Ceiling decoration in St Paul's Deptford.
St Paul Deptford, completed in 1830, is very elegant, with a large semicircular portico, Doric in style, and above, a circular tower and steeple. The whole gives a light, rather airy feel. The large arched windows are similar to those in St Philip's. See this page.
St John’s Smith Square, in Westminster, built in 1721-28, was bombed, the interior burnt out, and now functions as a concert hall. But the exterior survives, an unusual square-based structure with four equal Baroque frontages, and four towers. It aroused remarkable controversy when built, and for long afterwards. Knight in his 1840s account of London called it ‘architecture gone mad.’ Bumpus, who in the 1900s wrote one of the more comprehensive accounts of London churches, quotes Walpole’s opinion of Archer: ‘Cliefden House and a house at Roehampton… [are] specimens of his wretched taste… but the chef d’oeuvre of his absurdity was the church of St John’s with four belfries in Westminster’, but Bumpus himself goes on in some bemusement: ‘If one could imagine a collection of all the ordinary materials of a church of the 18th C, with an extraordinary profusion of decoration, of porticoes and of cylindrical towers surrounded by Corinthian columns, to have suddenly dropt down from the skies, and by some freak of nature, to have fallen into a kind of order and harmony and fantastic grandeur… it would give no very exaggerated idea of St John’s.’ See this page.
One of the towers of St John Smith Square.
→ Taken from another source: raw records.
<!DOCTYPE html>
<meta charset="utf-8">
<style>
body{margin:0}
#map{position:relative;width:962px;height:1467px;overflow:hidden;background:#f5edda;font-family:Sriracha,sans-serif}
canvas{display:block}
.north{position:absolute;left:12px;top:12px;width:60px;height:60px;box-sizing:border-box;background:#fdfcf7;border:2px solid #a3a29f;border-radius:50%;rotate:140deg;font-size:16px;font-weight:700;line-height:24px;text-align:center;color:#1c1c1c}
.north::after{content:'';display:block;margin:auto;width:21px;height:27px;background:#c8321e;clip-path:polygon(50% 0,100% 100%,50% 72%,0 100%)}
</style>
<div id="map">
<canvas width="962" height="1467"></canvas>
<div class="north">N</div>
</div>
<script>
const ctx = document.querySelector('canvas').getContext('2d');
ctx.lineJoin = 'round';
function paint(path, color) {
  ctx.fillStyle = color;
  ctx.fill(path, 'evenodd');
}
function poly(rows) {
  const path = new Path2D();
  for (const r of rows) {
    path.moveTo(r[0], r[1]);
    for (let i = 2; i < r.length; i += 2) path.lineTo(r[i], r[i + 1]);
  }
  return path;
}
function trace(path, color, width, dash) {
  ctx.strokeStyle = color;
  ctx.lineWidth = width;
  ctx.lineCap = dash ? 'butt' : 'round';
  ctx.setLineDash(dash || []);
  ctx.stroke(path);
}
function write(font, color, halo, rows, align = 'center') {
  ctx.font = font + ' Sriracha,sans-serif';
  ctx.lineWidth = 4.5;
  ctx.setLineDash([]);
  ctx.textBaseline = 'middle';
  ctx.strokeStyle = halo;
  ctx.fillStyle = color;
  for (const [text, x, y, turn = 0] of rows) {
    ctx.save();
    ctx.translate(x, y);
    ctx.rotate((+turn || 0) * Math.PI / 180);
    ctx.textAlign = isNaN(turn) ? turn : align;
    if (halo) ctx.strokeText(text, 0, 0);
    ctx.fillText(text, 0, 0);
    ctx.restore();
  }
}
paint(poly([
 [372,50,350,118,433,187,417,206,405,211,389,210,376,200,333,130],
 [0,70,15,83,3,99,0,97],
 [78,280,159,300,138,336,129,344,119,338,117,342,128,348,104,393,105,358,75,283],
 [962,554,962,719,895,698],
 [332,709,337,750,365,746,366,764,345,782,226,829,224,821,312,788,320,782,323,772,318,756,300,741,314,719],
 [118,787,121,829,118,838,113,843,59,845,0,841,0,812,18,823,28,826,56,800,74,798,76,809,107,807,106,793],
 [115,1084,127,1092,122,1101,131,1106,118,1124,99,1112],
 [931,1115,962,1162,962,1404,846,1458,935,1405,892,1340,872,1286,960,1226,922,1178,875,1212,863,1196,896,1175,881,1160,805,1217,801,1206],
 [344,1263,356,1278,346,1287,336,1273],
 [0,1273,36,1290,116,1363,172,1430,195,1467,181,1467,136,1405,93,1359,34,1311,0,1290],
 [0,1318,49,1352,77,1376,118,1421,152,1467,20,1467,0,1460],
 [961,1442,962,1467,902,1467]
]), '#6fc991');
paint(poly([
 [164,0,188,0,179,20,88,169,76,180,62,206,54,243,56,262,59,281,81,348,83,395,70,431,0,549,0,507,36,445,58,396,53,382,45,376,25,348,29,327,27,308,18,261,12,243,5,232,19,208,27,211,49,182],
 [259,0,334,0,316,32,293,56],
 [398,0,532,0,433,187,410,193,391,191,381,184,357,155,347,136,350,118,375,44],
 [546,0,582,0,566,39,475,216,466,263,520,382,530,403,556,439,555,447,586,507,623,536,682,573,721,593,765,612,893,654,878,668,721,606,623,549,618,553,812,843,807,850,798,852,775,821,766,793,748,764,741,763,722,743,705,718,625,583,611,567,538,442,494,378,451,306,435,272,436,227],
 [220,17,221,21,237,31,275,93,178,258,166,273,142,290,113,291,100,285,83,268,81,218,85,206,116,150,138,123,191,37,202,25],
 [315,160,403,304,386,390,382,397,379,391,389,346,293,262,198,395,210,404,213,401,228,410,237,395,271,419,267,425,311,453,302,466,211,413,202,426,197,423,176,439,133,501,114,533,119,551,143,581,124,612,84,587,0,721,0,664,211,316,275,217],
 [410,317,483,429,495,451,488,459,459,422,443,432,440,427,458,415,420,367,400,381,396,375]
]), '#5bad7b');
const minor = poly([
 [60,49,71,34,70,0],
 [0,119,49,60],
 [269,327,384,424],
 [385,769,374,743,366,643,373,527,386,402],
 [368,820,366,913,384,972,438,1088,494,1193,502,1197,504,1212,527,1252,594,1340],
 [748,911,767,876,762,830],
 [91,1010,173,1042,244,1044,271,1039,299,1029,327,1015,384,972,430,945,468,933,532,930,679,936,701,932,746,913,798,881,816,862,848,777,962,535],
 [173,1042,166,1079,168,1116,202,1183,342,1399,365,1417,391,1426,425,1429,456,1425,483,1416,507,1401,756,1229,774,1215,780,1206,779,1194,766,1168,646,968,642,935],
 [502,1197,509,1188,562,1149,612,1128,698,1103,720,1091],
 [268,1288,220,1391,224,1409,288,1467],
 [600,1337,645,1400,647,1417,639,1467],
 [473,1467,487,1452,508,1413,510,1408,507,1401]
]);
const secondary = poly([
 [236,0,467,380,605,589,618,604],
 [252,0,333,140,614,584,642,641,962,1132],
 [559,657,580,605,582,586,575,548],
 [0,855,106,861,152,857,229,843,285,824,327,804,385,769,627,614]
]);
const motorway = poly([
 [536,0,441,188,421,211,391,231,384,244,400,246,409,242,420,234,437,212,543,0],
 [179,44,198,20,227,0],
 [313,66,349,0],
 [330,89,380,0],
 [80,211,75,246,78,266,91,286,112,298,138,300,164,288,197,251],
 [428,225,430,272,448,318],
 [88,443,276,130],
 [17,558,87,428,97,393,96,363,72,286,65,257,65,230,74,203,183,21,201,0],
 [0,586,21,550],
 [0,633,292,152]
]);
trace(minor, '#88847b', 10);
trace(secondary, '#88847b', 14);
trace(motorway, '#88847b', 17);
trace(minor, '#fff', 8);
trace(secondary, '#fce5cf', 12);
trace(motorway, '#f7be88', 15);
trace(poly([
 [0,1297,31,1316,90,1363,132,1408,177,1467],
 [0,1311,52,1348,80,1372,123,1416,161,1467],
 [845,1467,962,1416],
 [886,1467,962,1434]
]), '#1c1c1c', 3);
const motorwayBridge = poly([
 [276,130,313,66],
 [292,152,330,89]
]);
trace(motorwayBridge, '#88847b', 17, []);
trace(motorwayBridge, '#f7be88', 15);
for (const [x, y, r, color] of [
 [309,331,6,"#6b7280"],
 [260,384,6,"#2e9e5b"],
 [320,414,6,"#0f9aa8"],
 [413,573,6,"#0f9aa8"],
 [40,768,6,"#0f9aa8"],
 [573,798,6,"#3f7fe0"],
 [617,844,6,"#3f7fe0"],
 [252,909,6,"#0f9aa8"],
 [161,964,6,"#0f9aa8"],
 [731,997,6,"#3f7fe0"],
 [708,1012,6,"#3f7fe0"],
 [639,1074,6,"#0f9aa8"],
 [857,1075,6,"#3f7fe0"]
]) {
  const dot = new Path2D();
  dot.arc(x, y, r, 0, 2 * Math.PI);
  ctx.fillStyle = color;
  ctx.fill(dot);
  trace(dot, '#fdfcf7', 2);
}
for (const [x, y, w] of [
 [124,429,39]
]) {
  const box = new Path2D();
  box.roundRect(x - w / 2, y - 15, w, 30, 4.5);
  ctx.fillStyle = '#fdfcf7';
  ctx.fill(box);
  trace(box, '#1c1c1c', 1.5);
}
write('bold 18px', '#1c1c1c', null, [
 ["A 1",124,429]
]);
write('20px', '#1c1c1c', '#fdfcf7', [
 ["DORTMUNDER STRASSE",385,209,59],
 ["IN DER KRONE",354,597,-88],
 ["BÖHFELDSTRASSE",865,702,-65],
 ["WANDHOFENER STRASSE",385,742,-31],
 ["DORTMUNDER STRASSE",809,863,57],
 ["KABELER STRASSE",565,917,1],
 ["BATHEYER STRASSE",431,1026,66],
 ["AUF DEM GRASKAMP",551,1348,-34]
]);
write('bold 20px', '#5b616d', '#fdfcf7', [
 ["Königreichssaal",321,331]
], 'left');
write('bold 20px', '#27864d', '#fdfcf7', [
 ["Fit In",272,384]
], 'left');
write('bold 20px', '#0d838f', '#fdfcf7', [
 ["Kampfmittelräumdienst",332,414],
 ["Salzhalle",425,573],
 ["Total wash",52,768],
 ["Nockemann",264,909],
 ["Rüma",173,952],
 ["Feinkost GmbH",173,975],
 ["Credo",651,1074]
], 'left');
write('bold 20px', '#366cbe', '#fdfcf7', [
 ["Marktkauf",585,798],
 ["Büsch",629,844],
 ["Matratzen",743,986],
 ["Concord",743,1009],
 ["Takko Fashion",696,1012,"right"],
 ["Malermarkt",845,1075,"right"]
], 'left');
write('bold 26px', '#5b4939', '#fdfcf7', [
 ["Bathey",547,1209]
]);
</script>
Apart from these three churches, Archer designed the North front of Chatsworth, Derbyshire (1704), and a rather grand mansion in S.E. London called Roehampton House (from 1710), now owned by Greenwich University, but most of his other works, including some houses by him in London, do not survive today. Apparently he designed a monument in St Mary Parish Church, Hampton, Twickenham, to Susannah Thomas (d.1731), which was perhaps the very last work he designed, but I have not seen this.